Zum bundesweiten Warntag wird das Bundesamt für Bevölkerungsschutz und Katastrophenhilfe (BBK) um 11:00 Uhr über das Modulare Warnsystem (MoWaS) eine Testwarnung versenden. Diese wird an alle verbundenen Warnmultiplikatoren wie Radio- und TV-Sender, digitale Anzeigetafeln, Warn-Apps sowie über Cell Broadcast weitergeleitet und erreicht dadurch Millionen Menschen in Deutschland. Die Entwarnung erfolgt um 11:45 Uhr.
Innenminister Georg Maier betont die Bedeutung der Übung: „Beim Warntag geht es vor allem um den Test der Alarmierungssysteme. Funktionieren die Warn-Apps? Funktionieren die Sirenen? Nur so können wir Fehlerquellen ausmerzen.“
Thüringen setzt auf breiten Warnmittelmix
Alle Landkreise und kreisfreien Städte in Thüringen haben ihre Teilnahme zugesagt. Aus Sicht des Innenministeriums sollen möglichst viele der knapp 2.300 Sirenen im Land, die von den Unteren Katastrophenschutzbehörden betrieben werden, ein Alarmsignal abgeben.
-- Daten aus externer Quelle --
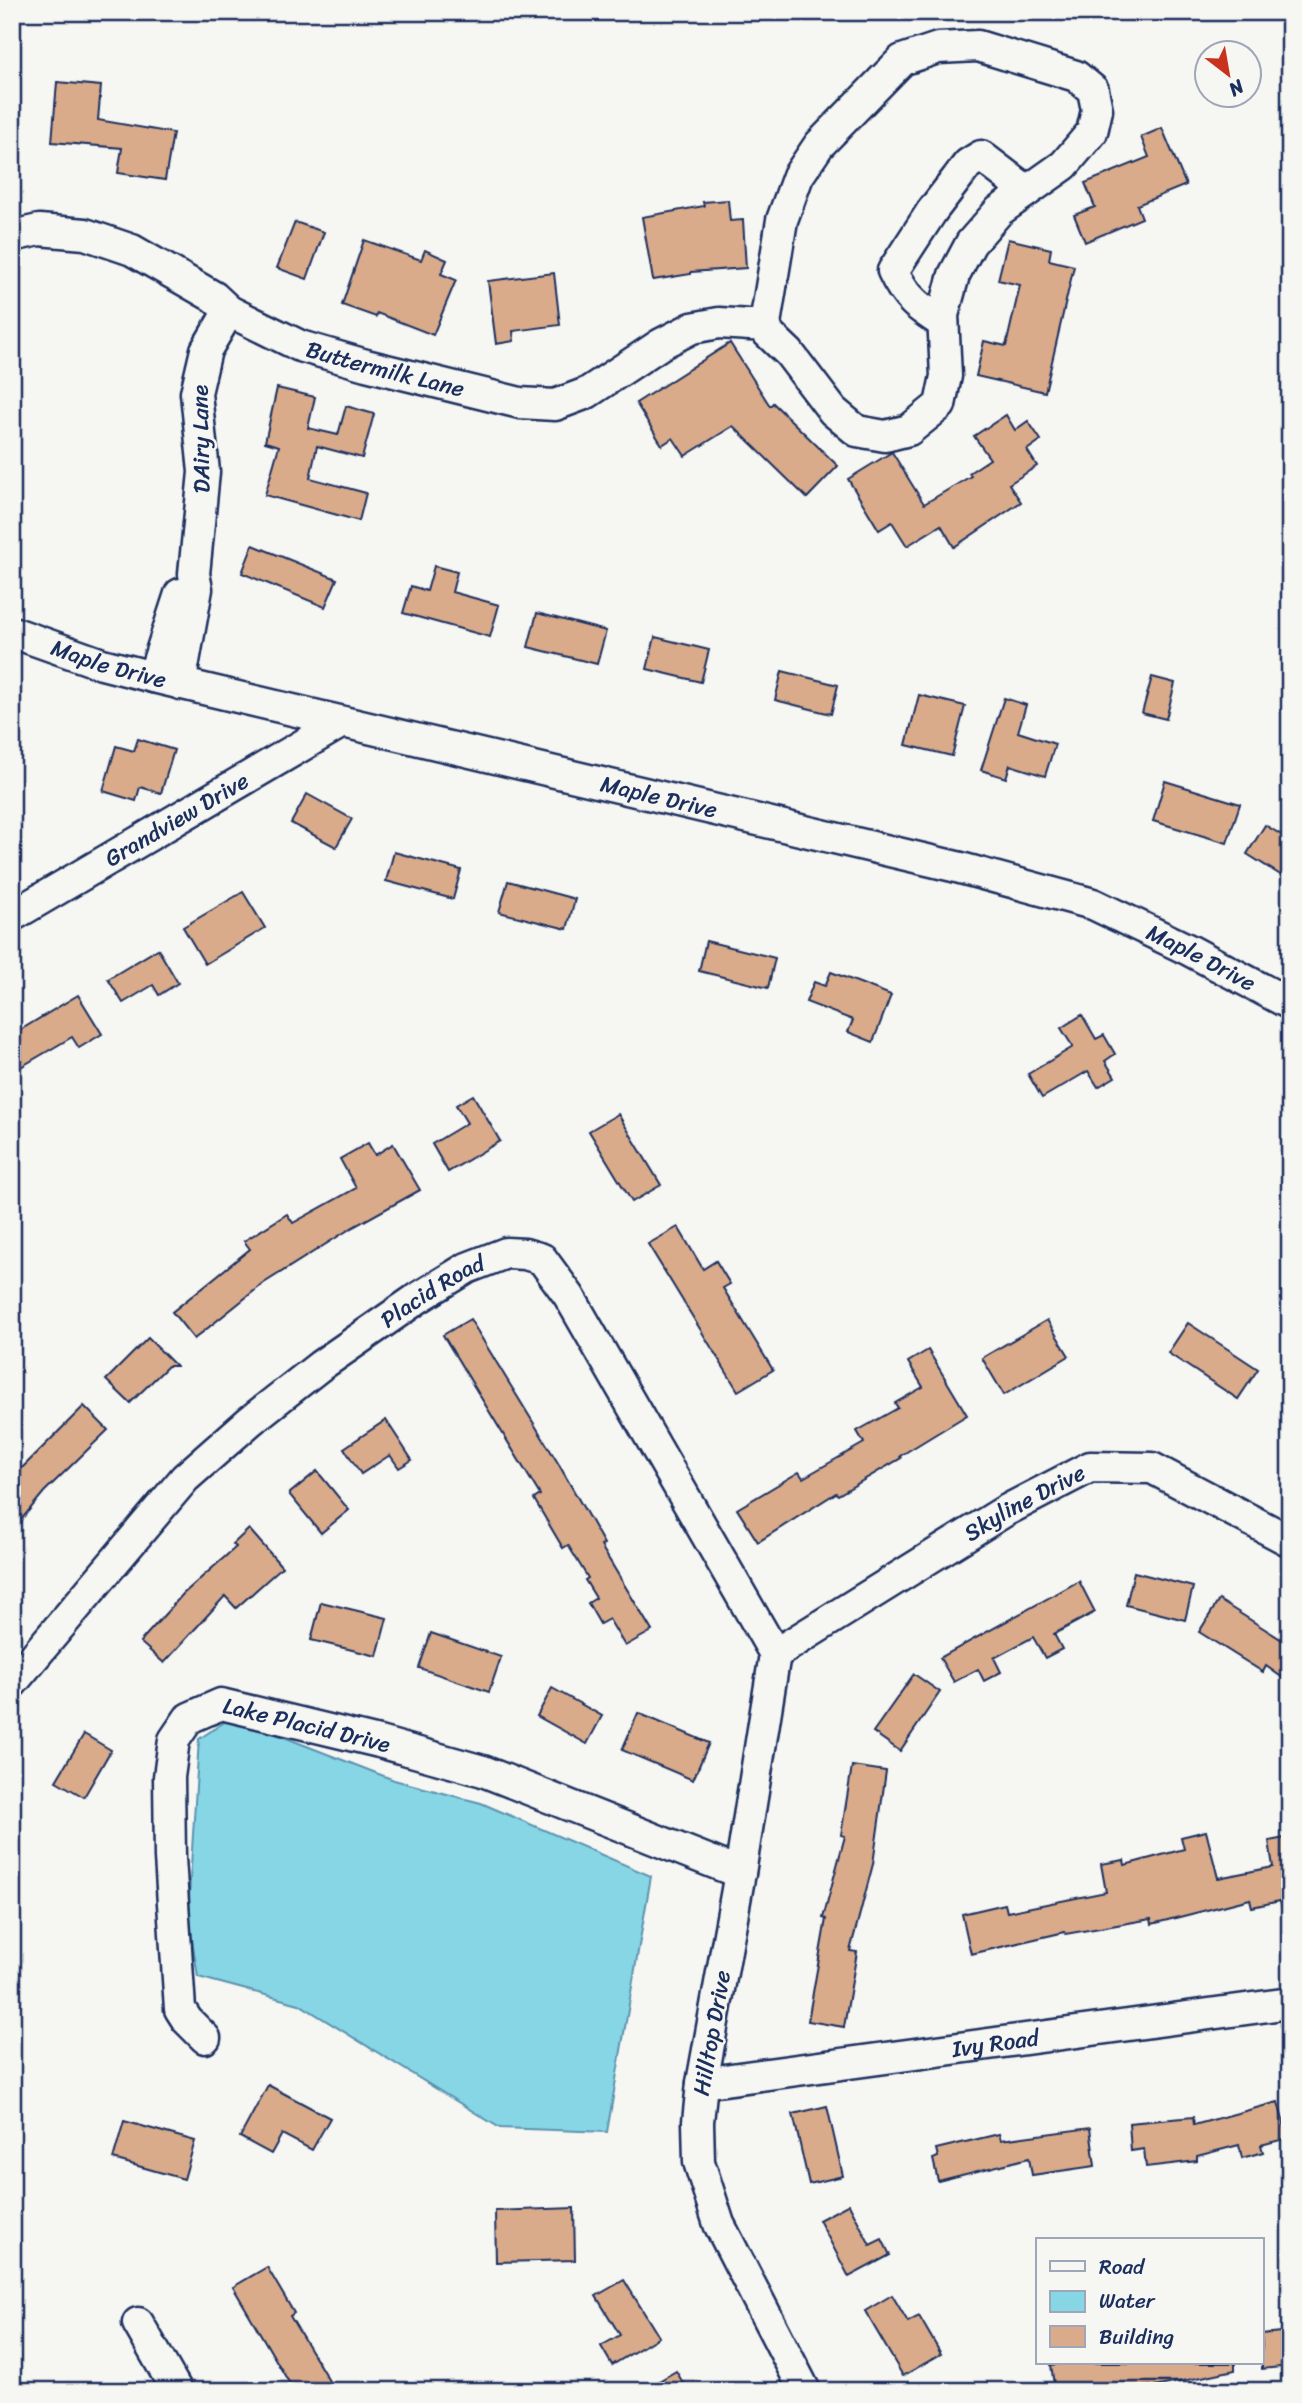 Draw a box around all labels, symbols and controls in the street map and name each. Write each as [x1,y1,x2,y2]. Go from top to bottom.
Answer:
north arrow [1194,38,1264,108]
text: N [1222,70,1251,106]
street label: Buttermilk Lane [301,328,469,409]
street label: DAiry Lane [180,385,222,493]
street label: Maple Drive [45,627,171,700]
street label: Grandview Drive [96,760,257,878]
street label: Maple Drive [596,763,722,830]
street label: Maple Drive [1139,912,1264,1003]
street label: Placid Road [371,1242,492,1339]
street label: Skyline Drive [955,1452,1093,1553]
street label: Lake Placid Drive [219,1685,395,1765]
street label: Hilltop Drive [681,1967,743,2099]
street label: Ivy Road [948,2017,1043,2069]
legend [1036,2238,1264,2364]
text: Road [1099,2248,1146,2286]
text: Water [1099,2282,1156,2320]
text: Building [1099,2318,1175,2356] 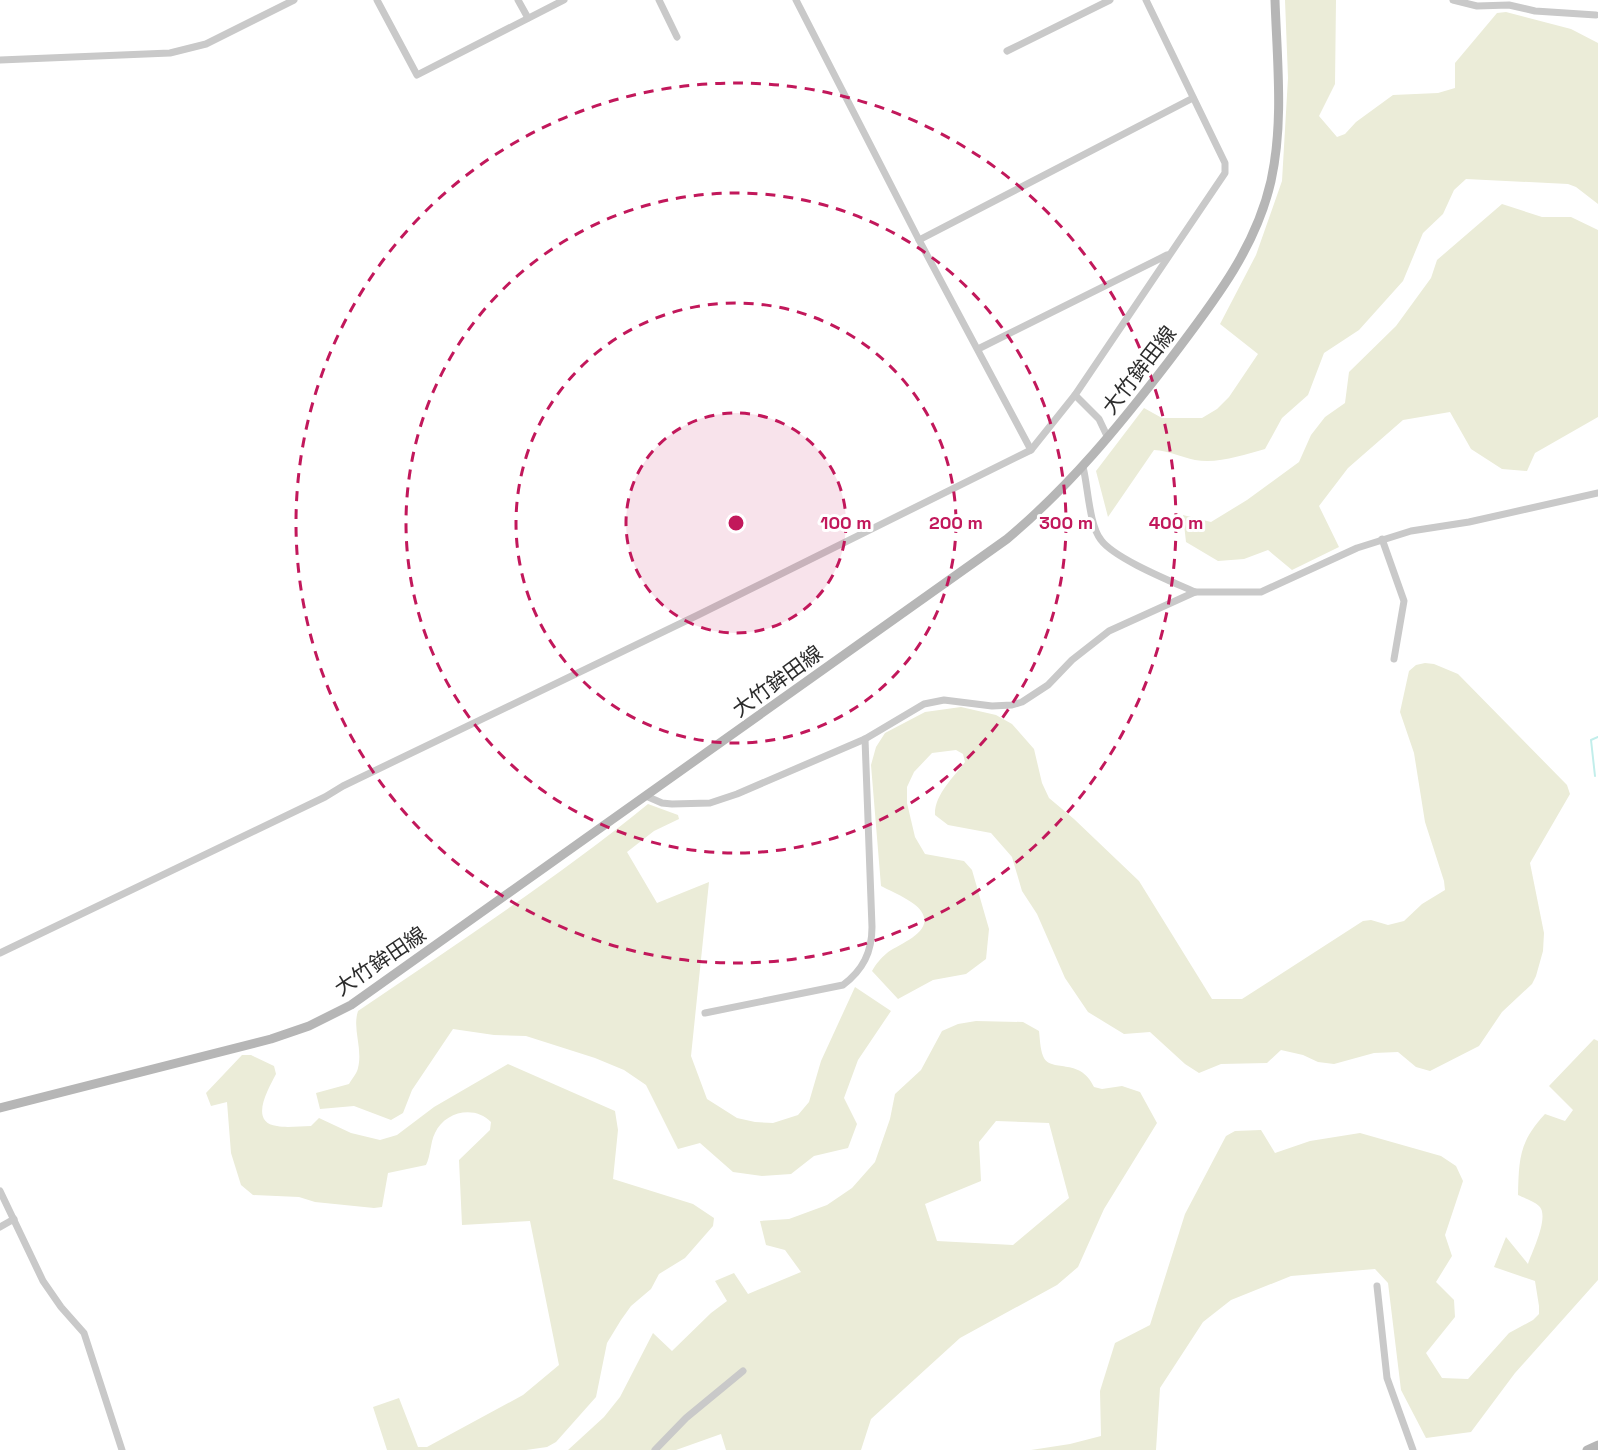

Neben den klassischen Sirenen setzt Thüringen auf einen vielfältigen Warnmittelmix:
- Cell Broadcast: Der Mobilfunk-Warnservice erreicht alle modernen, eingeschalteten Smartphones in einer Funkzelle ohne vorherige App-Installation. Das BBK strebt für dieses Jahr eine weitere Steigerung der Empfangsquote an. Erstmals soll über diesen Dienst auch entwarnt werden.
- Warn-Apps: Vor allem die Bundes-App NINA sowie KATWARN stehen im Fokus. „NINA sollte inzwischen jeder auf seinem Smartphone haben. Warnhinweise können regionalisiert werden, sodass Nutzer immer informiert sind – egal, wo sich Angehörige aufhalten“, so Innenminister Maier.
- Weitere Kanäle: Lautsprecherfahrzeuge, Stadtinformationstafeln sowie Rundfunk und Fernsehen ergänzen das System.
Dass der Mix funktioniert, belegen die Zahlen: Laut einer BBK-Befragung wurden zum Warntag 2025 in Thüringen 95 Prozent der Menschen erreicht (bundesweit 97 Prozent). Wichtigste Quelle war Cell Broadcast mit 72 Prozent, gefolgt von NINA (59 %), Sirenen (46 %), KATWARN (10 %), Radio (7 %) und Fernsehen (4 %).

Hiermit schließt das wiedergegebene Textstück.